ECSE 506: Stochastic Control and Decision Theory

Aditya Mahajan
Winter 2022

About  |  Lectures  |  Notes  |  Coursework

  • The report must not be any longer than 10-15 pages. The grade distribution for different parts of the report are as follows.

    • Background, presentation of the problem setting, and literature overview: 20%
    • Summary of the results, proof outlines, and examples to illustrate the main results: 50%
    • Critical evaluation of the contributions: 20%
    • Clarity of the presentation: 10%
  • The potential project topics are listed below. You can also pick up on the discussion of the literature in the reference section of the notes.
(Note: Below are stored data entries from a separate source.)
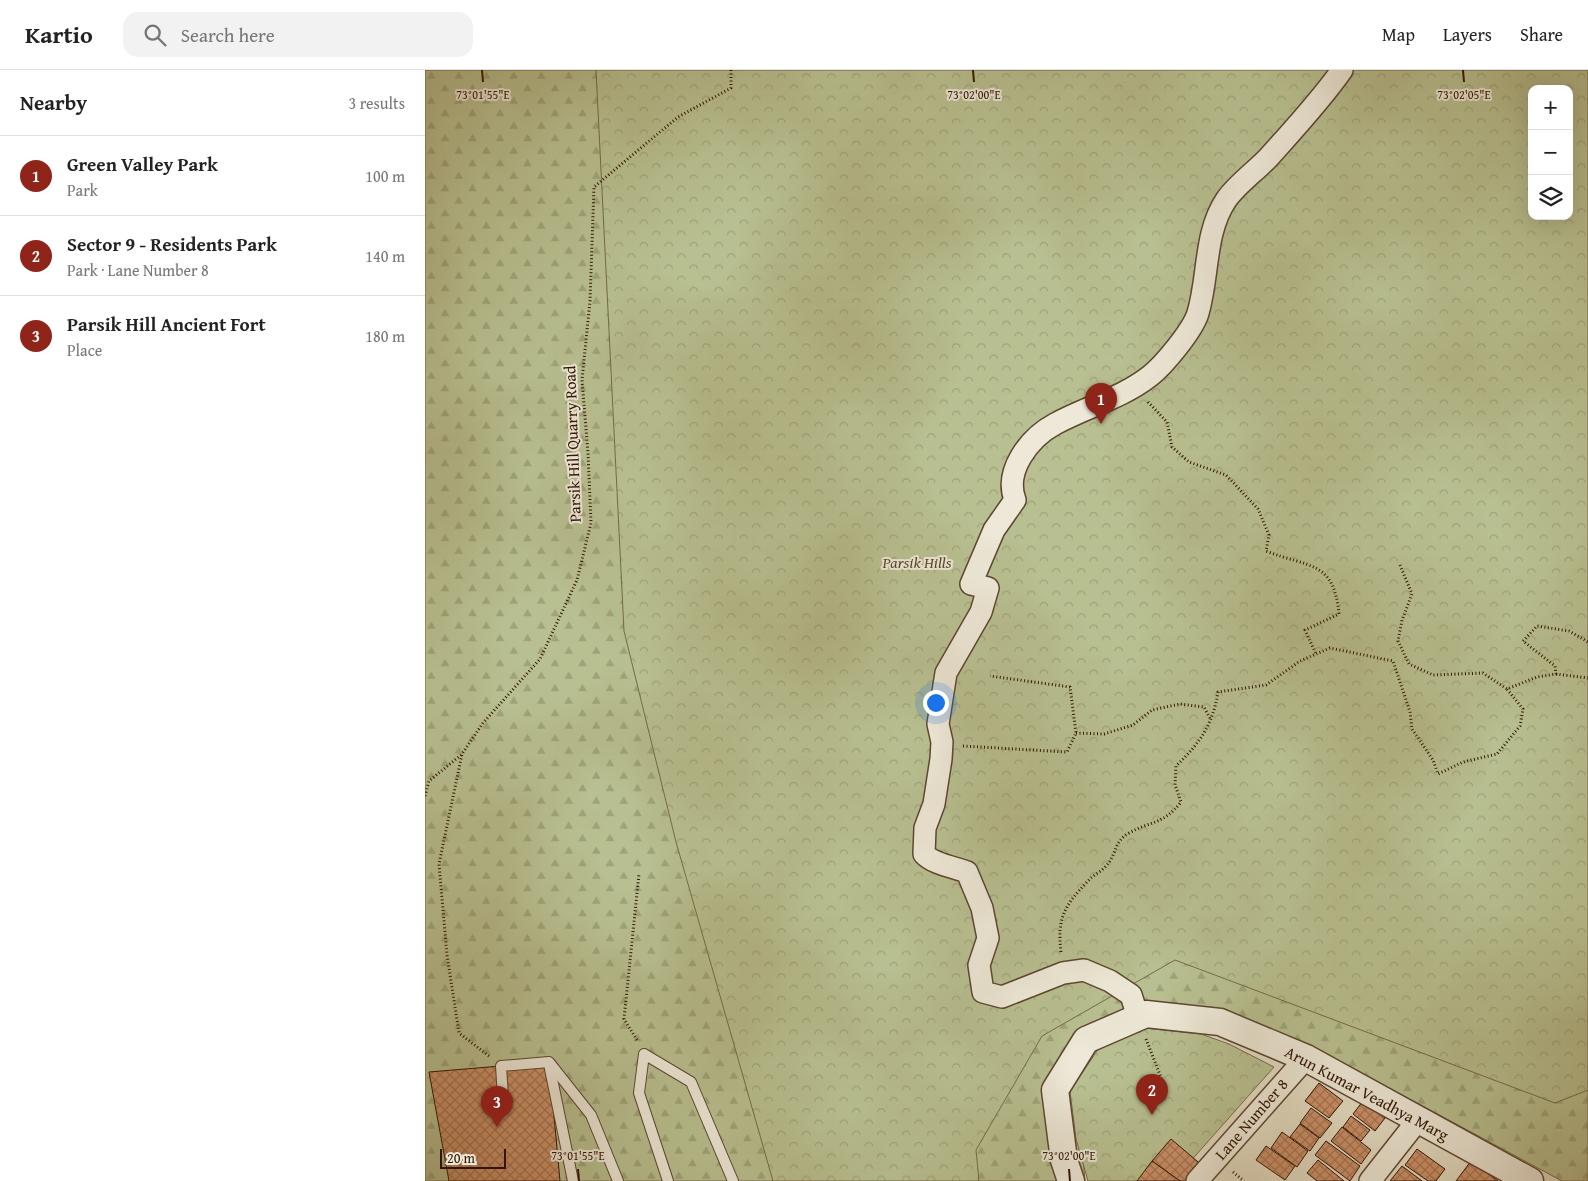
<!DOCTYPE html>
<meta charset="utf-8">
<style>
body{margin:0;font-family:"Gentium Book Plus",serif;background:#f2f2f2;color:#222}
.controls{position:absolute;right:15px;top:15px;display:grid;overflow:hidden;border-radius:10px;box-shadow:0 5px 20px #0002}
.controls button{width:45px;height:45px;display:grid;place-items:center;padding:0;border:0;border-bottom:1px solid #e0e0e0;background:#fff;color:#222;font:25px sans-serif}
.scale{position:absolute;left:15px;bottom:12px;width:66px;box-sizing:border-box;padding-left:5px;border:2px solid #321401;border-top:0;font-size:14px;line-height:18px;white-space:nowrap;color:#321401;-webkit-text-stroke:4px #ede8d7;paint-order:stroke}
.you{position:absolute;left:510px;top:632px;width:18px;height:18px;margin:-12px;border:4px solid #fff;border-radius:50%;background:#1a73e8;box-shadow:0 0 0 8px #1a73e833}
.badge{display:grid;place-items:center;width:32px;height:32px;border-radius:50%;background:#8f2418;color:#fff;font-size:16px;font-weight:700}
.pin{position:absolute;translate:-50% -41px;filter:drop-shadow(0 1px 2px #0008)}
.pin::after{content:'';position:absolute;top:26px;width:18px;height:15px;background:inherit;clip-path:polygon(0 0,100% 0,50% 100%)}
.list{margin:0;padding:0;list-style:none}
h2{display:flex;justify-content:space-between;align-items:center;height:65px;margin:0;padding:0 20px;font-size:21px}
h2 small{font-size:16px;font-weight:400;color:#767676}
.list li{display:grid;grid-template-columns:32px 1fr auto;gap:15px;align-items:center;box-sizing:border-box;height:80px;padding:0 20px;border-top:1px solid #e0e0e0}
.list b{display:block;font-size:19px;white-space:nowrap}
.list p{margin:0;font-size:16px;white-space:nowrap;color:#767676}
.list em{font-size:16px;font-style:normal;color:#767676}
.icon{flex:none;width:28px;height:28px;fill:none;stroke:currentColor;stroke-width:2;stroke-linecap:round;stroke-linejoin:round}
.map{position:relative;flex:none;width:1163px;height:1111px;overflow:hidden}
header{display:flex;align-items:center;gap:30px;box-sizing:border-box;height:70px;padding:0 25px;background:#fff;border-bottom:1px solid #e0e0e0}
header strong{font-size:24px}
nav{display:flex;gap:28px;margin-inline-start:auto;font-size:18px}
.search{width:350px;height:45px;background:#f2f2f2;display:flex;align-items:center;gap:12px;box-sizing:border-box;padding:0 18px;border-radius:15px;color:#767676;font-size:19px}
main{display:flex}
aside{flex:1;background:#fff}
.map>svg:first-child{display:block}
.forest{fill:url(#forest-firs);stroke:#756a48;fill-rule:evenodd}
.park{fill:url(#park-crowns);stroke:#756a48;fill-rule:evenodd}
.building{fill:url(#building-cross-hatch);stroke:#321401}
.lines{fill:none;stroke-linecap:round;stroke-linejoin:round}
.service-casing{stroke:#5e4631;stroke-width:12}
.minor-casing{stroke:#5e4631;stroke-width:24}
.tertiary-casing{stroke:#5e4631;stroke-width:29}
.path{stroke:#321401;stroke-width:3;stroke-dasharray:1 2.5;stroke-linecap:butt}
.service{stroke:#ede8d7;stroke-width:10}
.minor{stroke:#ede8d7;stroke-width:21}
.tertiary{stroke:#ede8d7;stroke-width:26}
.ticks{fill:none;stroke:#321401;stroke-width:2}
.labels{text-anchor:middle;stroke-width:4;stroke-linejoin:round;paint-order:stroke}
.street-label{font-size:16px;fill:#321401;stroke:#ede8d7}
.park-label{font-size:16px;font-style:italic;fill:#5a472c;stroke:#ede8d7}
.ticks-label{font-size:12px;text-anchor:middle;fill:#321401;stroke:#ede8d7;stroke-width:4;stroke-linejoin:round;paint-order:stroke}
</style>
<header>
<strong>Kartio</strong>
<div class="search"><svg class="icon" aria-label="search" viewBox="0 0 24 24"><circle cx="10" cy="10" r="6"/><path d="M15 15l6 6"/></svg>Search here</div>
<nav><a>Map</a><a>Layers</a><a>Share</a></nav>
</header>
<main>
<aside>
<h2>Nearby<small>3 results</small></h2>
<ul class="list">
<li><span class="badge">1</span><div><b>Green Valley Park</b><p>Park</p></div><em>100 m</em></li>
<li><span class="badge">2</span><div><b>Sector 9 - Residents Park</b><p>Park · Lane Number 8</p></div><em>140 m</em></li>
<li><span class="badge">3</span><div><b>Parsik Hill Ancient Fort</b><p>Place</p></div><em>180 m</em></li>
</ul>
</aside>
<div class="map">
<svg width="1163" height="1111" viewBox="0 0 1163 1111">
<defs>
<pattern id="forest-firs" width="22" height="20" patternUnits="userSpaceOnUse" patternTransform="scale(1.25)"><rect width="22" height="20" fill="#b8bf90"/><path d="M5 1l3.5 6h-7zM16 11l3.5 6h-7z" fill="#9fa37a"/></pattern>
<pattern id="park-crowns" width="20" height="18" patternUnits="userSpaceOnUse" patternTransform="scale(1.25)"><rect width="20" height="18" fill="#b8bf90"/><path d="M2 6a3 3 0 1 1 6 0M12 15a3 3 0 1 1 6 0" fill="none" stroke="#9fa37a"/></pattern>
<pattern id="building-cross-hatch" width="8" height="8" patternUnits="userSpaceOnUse" patternTransform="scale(1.25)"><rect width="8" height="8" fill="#cb9068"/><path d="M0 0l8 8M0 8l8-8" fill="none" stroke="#a57453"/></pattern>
</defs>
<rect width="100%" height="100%" fill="#e3dcc2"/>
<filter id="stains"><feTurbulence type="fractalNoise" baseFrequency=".004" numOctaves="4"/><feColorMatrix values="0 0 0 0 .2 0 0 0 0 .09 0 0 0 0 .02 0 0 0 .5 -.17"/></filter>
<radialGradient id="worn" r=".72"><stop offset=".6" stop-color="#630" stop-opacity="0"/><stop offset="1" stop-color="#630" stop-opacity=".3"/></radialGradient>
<!-- forest -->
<path class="forest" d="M 0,0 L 1163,0 L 1163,1111 L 1137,1111 L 886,976 L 797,939 L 718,931 L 659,957 L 653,1034 L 660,1111 L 0,1111 ZM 1107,19 L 1144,19 L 1144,146 L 1107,146 Z"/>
<!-- park -->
<g class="park">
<path d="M 171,0 L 1163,0 L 1163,1020 L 1130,1033 L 750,890 L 617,966 L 551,1080 L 554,1111 L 348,1111 L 251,772 L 199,561 ZM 1107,19 L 1144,19 L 1144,146 L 1107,146 Z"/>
<polygon points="719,958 776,964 804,974 849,997 748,1111 663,1111 651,1069 645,1021 674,978"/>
</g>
<!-- building -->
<g class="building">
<polygon points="124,992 135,1111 24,1111 4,1002"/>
<polygon points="894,1013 918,1031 904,1048 880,1031"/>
<polygon points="938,1031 960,1048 950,1061 928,1044"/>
<polygon points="886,1038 907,1053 895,1068 875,1053"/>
<polygon points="926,1046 945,1060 936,1071 918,1057"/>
<polygon points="875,1054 894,1068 885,1081 865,1067"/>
<polygon points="917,1057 946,1080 936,1094 906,1071"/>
<polygon points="857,1062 883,1081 872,1097 846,1078"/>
<polygon points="746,1069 779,1097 770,1111 755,1111 727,1091"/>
<polygon points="901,1071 935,1096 925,1111 890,1085"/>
<polygon points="841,1076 870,1096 860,1110 831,1090"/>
<polygon points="992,1079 1020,1099 1011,1111 1003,1111 980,1095"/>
<polygon points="893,1090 919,1111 892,1111 882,1103"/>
<polygon points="727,1091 755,1111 712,1111"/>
<polygon points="1046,1091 1073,1111 1031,1111"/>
<polygon points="977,1096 997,1111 965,1111"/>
</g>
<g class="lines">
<!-- service casing -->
<g class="service-casing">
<g id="service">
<polyline points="124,994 148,1111"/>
<polyline points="78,1027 76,996 124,992 166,1045 193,1111"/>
<polyline points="243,1111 214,1023 219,984 266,1012 308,1111"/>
</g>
</g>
<!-- minor casing -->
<g class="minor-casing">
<g id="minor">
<path d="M 713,947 L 706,925 L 685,911 L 659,900 L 638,903 L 577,927 L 558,922 L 554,895 L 563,868 L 557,838 L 542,802 C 529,797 508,794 499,784 L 500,758 L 509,734 L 516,689 L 517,672 L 513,654 L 521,603 L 556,542 L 563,518 L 546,514 L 569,460 L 590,430 C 579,401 604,368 630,354 C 661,337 697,328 725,306 C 739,295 768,260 773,243 C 784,206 779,163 801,130 C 812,114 831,101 844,87 C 869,59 896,30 917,0"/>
<polyline points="772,1111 881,988"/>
<polyline points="945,1111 993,1050"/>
</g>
</g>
<!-- tertiary casing -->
<g class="tertiary-casing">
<polyline id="tertiary" points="646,1111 639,1090 630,1020 661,970 721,944 795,952 881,988 1105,1111"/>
</g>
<!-- path -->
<g class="path">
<path d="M 723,332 L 742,352 L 747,377 L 764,392 L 801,405 L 833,439 L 844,465 L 841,481 C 884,498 909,490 914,544 L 880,560 L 891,584"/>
<polyline points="975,495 987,524 977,550 973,571 984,594 1008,605 1058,603 1082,619"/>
<polyline points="1131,604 1163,608"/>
<polyline points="651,663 679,664 708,655 727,640 755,634 779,637 786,650"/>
<polyline points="538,676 642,682 651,663 645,617 565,606"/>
<polyline points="0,726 4,711 36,685"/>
<path d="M 636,882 C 632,848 639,836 663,811 C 668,805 676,802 681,796 C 692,785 688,772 704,763 C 725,751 738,755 756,732 L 750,715 L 751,696 C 774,674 788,655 793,622 L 841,615 L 875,591 L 905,578 L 968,591 L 985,642 L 987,659 L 1008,690 L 1013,704 L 1038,692 L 1072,684 L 1095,656 L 1098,639 L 1082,619 L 1112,607 L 1131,604 L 1130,596 L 1098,571 L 1112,556 L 1144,561 L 1163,572"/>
<polyline points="721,969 740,1018"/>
<polyline points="212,970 199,949 214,804"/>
<polyline points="64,986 34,963 22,885 14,794 37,684 58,653 115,589 152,510 166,453 163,383 157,310 165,231 169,117 253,47 306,18 306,0"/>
<polyline points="808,1102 819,1111"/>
</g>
<!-- service -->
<use href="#service" class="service"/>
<!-- minor -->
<use href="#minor" class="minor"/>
<!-- tertiary -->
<use href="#tertiary" class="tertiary"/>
</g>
<!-- ticks -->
<path class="ticks" d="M 57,0 L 58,12M 548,0 L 549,12M 1038,0 L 1039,12M 153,1099 L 154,1111M 644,1099 L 645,1111"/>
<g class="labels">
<!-- street labels -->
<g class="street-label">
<text transform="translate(147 374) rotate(-92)" y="6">Parsik Hill Quarry Road</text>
<text transform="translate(942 1023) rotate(28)" y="6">Arun Kumar Veadhya Marg</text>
<text transform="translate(826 1049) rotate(-49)" y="6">Lane Number 8</text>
</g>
<!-- park labels -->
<g class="park-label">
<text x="492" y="498">Parsik Hills</text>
</g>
</g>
<g class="ticks-label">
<text x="58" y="29">73°01'55"E</text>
<text x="549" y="29">73°02'00"E</text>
<text x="1039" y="29">73°02'05"E</text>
<text x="153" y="1090">73°01'55"E</text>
<text x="644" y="1090">73°02'00"E</text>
</g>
<rect width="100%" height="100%" filter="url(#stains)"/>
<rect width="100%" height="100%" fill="url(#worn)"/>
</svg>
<div class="controls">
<button>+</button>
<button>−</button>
<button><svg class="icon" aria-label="layers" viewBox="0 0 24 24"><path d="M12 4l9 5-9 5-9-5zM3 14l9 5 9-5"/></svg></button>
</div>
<div class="scale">20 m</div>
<div class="you"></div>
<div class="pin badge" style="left:676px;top:354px">1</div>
<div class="pin badge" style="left:727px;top:1045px">2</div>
<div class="pin badge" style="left:72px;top:1057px">3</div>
</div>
</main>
You are also free to pick topics outside of these topics. Please send me an email with the topic that you want to work on, and we can finalize which papers should be covered in the term project.

  • You may wish to view some of the past term projects to get an idea of the size of structure of the project reports.

1 Potential Project topics

This is a partial list of topics. If you have a specific topic or direction in mind, please feel free to discuss that with me.

1.1 Interesting papers

These are a biased collection of interesting papers and could form the basis of a term project. For some of these, you might have to combine them with other follow up work to have substantial material for a term project.

1.2 Average cost MDPs

In the course, we primarily focused on discounted cost settings. A related setup is average cost setting.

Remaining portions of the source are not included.